Top of EXERCISE MATERIALS

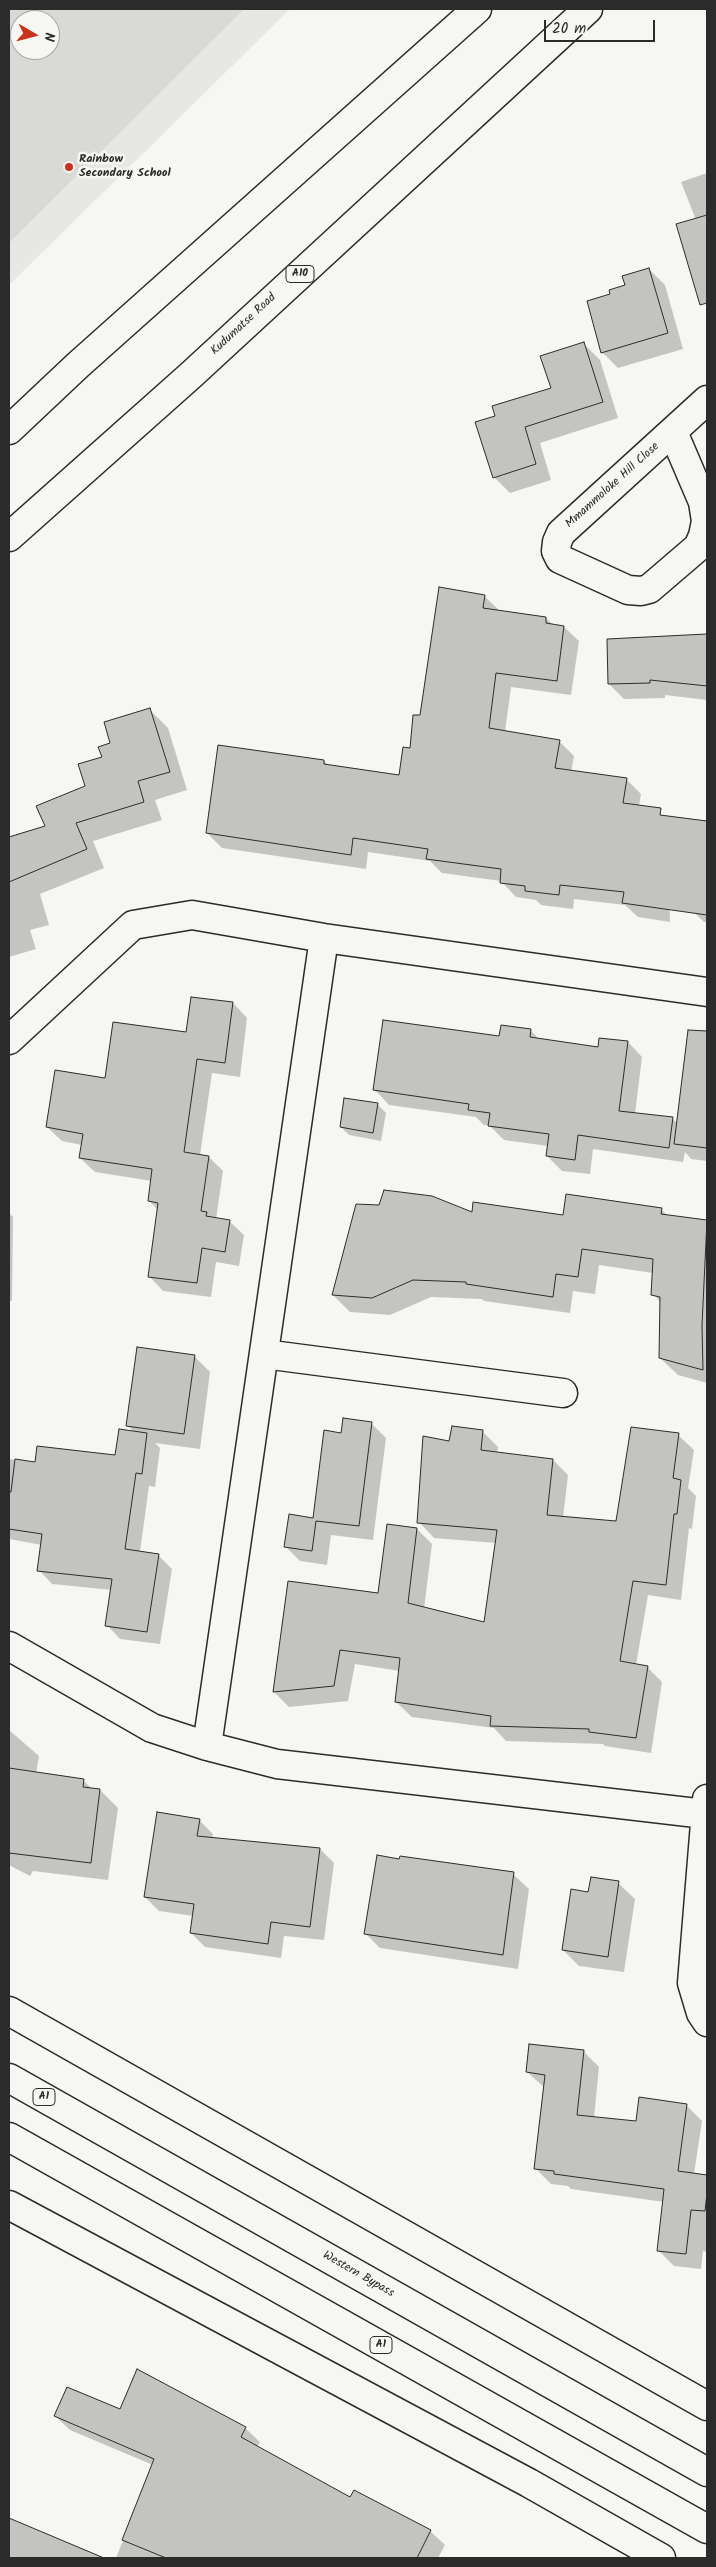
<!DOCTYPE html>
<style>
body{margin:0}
#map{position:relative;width:716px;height:2567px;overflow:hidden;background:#f6f6f2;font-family:Kalam,sans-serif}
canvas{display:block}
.frame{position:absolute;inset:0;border:10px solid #2b2b2b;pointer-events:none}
.north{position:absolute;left:10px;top:10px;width:50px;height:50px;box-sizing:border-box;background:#f6f6f2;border:1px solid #a5a5a2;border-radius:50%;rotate:98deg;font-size:14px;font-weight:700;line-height:20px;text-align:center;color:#2b2b2b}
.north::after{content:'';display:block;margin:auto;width:18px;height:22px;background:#c8321e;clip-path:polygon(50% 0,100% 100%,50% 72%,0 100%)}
.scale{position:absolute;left:544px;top:20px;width:111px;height:22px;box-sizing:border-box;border:2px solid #2b2b2b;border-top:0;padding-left:6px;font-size:15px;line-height:18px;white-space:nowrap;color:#2b2b2b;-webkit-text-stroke:4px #f6f6f2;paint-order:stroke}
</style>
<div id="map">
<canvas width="716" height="2567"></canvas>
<div class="frame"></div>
<div class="north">N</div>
<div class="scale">20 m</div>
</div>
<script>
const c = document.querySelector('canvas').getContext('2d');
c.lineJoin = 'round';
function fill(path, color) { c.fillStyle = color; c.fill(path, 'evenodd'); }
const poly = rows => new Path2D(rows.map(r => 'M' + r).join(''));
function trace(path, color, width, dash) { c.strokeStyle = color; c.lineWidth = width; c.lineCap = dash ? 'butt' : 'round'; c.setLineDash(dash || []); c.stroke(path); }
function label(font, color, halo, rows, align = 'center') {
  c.font = font + ' Kalam,sans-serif'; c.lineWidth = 5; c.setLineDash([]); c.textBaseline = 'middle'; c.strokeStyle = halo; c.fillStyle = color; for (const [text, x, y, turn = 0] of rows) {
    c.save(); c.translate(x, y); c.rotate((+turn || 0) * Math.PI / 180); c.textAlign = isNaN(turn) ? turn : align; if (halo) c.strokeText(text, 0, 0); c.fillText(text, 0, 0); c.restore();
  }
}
const built = poly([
 [9,9,290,9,9,285],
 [20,20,50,20,50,50,20,50]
]);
const green = poly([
 [9,9,244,9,9,243],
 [20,20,50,20,50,50,20,50]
]);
const shadow = poly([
 [707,173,707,292,694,279,696,220,681,182],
 [649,269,665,285,683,349,618,368,602,352,612,295],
 [584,344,600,360,618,418,540,443,551,480,510,493,494,477,497,417,552,389],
 [484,596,500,611,546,618,553,625,564,627,579,641,571,695,511,687,505,732,559,741,574,756,571,772,626,779,641,794,639,806,667,823,670,922,638,917,625,905,574,899,573,909,541,905,536,900,516,897,501,881,442,873,430,861,368,852,366,869,222,848,207,833,324,761,329,766,400,776,421,717],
 [707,636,707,700,665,695,665,698,624,699,609,684,608,640],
 [150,710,168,728,187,790,155,800,162,820,93,841,104,868,40,894,49,925,30,930,36,949,9,957,9,838,47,827,86,786,112,744],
 [693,820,707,822,707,922,704,922,681,900],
 [233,1003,247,1018,240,1077,212,1073,200,1155,209,1157,223,1171,216,1219,229,1221,244,1235,239,1266,216,1262,211,1297,163,1291,149,1276,158,1210,149,1201,152,1181,95,1172,80,1158,82,1145,62,1141,47,1127,106,1079,187,1034],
 [530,1030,540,1040,599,1048,628,1042,642,1057,635,1114,672,1118,678,1124,683,1078,707,1081,707,1161,691,1159,685,1152,683,1162,593,1149,590,1174,562,1171,547,1156,548,1146,504,1140,489,1125,484,1125,476,1117,389,1105,375,1090,500,1037],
 [378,1105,386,1113,381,1141,349,1135,341,1127],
 [661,1209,668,1216,707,1222,707,1383,678,1375,660,1358,661,1303,653,1294,653,1273,599,1265,595,1294,573,1291,570,1313,484,1301,482,1299,431,1297,390,1315,350,1312,333,1295,473,1213,564,1216],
 [9,1213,13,1217,12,1301,9,1301],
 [194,1356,210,1372,200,1449,155,1443,160,1448,155,1487,149,1486,140,1552,158,1555,172,1569,160,1644,120,1639,107,1625,112,1590,52,1584,39,1570,42,1545,9,1539,9,1459,36,1463,116,1457,135,1433,127,1425],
 [371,1423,386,1438,373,1540,331,1535,327,1565,300,1561,286,1547,314,1519,342,1434],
 [482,1431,498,1447,497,1453,553,1460,568,1475,563,1518,617,1522,678,1435,694,1450,688,1488,696,1496,692,1529,689,1528,681,1600,648,1595,636,1665,647,1667,662,1682,651,1753,605,1746,603,1744,506,1741,494,1728,412,1717,396,1702,400,1671,355,1664,348,1701,289,1707,274,1692,379,1595,417,1529,432,1544,424,1609,485,1623,496,1543,434,1538,419,1522,450,1442],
 [9,1730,39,1756,36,1774,83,1780,92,1789,100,1790,118,1808,108,1880,33,1871,30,1876,9,1865],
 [199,1820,213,1834,212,1839,320,1849,334,1863,324,1940,284,1936,281,1958,205,1947,191,1933,193,1916,159,1911,145,1897],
 [513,1874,529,1889,518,1969,380,1948,365,1933],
 [618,1883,635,1899,624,1972,579,1966,563,1950,590,1893],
 [583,2051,599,2067,594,2118,637,2122,686,2105,702,2121,694,2174,707,2176,707,2252,703,2251,701,2269,674,2266,658,2250,664,2202,571,2189,568,2186,551,2184,535,2168,545,2088,527,2072],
 [121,2411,245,2428,260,2442,257,2447,351,2499,354,2492,430,2531,445,2545,438,2558,116,2558,153,2465,70,2430,55,2416],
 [10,2520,101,2558,9,2558]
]);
const building = poly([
 [707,215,707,303,700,305,676,224,707,215],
 [649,268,668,333,601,353,587,301,610,294,609,290,625,285,622,276,649,268],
 [584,342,603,402,525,427,536,464,493,478,475,422,495,416,492,406,551,388,540,356,584,342],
 [439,587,485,595,483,608,546,617,546,623,564,626,557,681,496,673,489,728,560,740,555,768,627,778,623,803,661,808,660,815,707,821,707,915,622,903,624,892,560,885,559,895,525,891,525,886,500,883,501,869,426,859,428,849,353,838,351,855,206,833,218,745,324,760,324,764,399,775,403,747,410,748,413,715,420,715,439,587],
 [707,634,707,686,650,680,650,683,608,684,607,639,707,634],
 [150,708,170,772,138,781,144,802,76,823,87,849,9,882,9,837,45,826,36,806,85,786,78,764,102,757,98,747,110,743,104,722,150,708],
 [191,997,233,1002,225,1063,197,1059,184,1152,209,1156,201,1211,207,1212,206,1216,230,1220,225,1252,202,1248,197,1283,148,1277,158,1203,148,1201,152,1169,79,1158,83,1134,46,1127,55,1070,105,1078,113,1022,186,1032,191,997],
 [383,1020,499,1036,501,1025,531,1029,530,1037,598,1047,599,1038,628,1041,619,1111,673,1117,669,1148,578,1135,575,1160,546,1156,549,1134,488,1126,490,1113,468,1110,469,1104,373,1090,383,1020],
 [688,1030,707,1031,707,1148,674,1144,688,1030],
 [344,1098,378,1103,373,1133,340,1127,344,1098],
 [384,1190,432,1196,472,1212,473,1202,563,1215,566,1194,662,1208,661,1214,707,1220,702,1325,703,1370,659,1358,660,1297,651,1295,653,1259,582,1249,578,1277,556,1274,553,1297,466,1284,466,1282,413,1280,372,1298,332,1295,356,1204,379,1205,384,1190],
 [137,1347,195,1355,184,1434,126,1426,137,1347],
 [343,1418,372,1422,359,1526,316,1521,312,1551,284,1547,289,1514,313,1518,324,1430,341,1433,343,1418],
 [452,1426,483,1430,481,1450,553,1459,547,1515,616,1521,631,1427,679,1433,673,1478,681,1480,677,1514,674,1514,666,1585,633,1581,620,1661,648,1666,636,1738,589,1732,589,1729,490,1726,491,1716,395,1702,400,1658,340,1650,334,1686,273,1692,288,1581,378,1593,387,1524,417,1528,408,1603,484,1622,497,1530,417,1523,423,1436,449,1441,452,1426],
 [119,1429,147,1433,142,1474,136,1473,125,1549,159,1554,147,1632,105,1626,112,1579,37,1571,42,1534,9,1529,9,1492,11,1492,15,1459,35,1462,37,1446,115,1455,119,1429],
 [9,1768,84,1779,83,1787,100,1789,91,1863,9,1853,9,1768],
 [157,1812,200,1819,197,1836,320,1848,310,1927,271,1922,268,1944,190,1933,194,1904,144,1897,157,1812],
 [377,1855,399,1859,400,1856,514,1872,503,1955,364,1934,377,1855],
 [591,1877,619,1881,608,1957,562,1950,571,1889,588,1892,591,1877],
 [529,2044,584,2050,577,2115,636,2121,639,2097,687,2104,678,2171,707,2175,707,2193,705,2211,691,2210,686,2254,657,2251,664,2189,554,2174,554,2171,534,2169,545,2075,526,2072,529,2044],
 [137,2369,246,2427,241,2437,350,2497,354,2490,431,2530,417,2558,166,2558,122,2540,154,2459,54,2416,67,2387,120,2409,137,2369],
 [9,2518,104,2558,9,2558,9,2518]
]);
const street = poly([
 [673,432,703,502,706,521,703,536,698,547,649,589,641,591,628,590,560,559,556,551,557,542,561,533,707,400],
 [9,1040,133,925,192,915,324,938,707,992],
 [264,1354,563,1393],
 [9,1646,152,1728,207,1746,277,1764,705,1814],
 [207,1746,324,938],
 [707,1799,692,1983,701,2013,707,2022]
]);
const secondary = poly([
 [9,2011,707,2406],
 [9,2205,529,2483,661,2558]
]);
const primary = poly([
 [9,430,78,365,477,9],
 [9,537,191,375,588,9]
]);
const highway = poly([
 [9,2078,707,2472],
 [9,2137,707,2529]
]);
const markers = [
 [69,167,5,"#c8321e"]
];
const shields = [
 [300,274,28],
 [44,2097,22],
 [381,2345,22]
];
const shieldNames = [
 ["A10",300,274],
 ["A1",44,2097],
 ["A1",381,2345]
];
const poiNames = [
 ["Rainbow",79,160],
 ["Secondary School",79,174]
];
const streetNames = [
 ["Kudumatse Road",244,325,-43],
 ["Mmammoloke Hill Close",613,486,-42],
 ["Western Bypass",358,2275,30]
];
fill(built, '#e7e7e3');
fill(green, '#d9d9d5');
fill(shadow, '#0003');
fill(building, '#c3c3c0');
trace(building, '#2b2b2b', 1);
trace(street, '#2b2b2b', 31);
trace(secondary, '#2b2b2b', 31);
trace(primary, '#2b2b2b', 31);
trace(highway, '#2b2b2b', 31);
trace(street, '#f6f6f2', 28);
trace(secondary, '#f6f6f2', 28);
trace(primary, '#f6f6f2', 28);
trace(highway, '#f6f6f2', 28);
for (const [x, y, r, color] of markers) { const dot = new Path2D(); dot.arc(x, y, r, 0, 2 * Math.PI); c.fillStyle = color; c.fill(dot); trace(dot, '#f6f6f2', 2); }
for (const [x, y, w] of shields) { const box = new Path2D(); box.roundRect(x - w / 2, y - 8.5, w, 17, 4); c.fillStyle = '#f6f6f2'; c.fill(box); trace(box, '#2b2b2b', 1); }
label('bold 11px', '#2b2b2b', null, shieldNames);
label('bold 12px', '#2b2b2b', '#f6f6f2', poiNames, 'left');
label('12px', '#2b2b2b', '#f6f6f2', streetNames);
</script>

Bottom of EXERCISE MATERIALS

Using the listing above, count how many lines contain the word "lineWidth" and, please, write only that number.

▶ REPLY: 2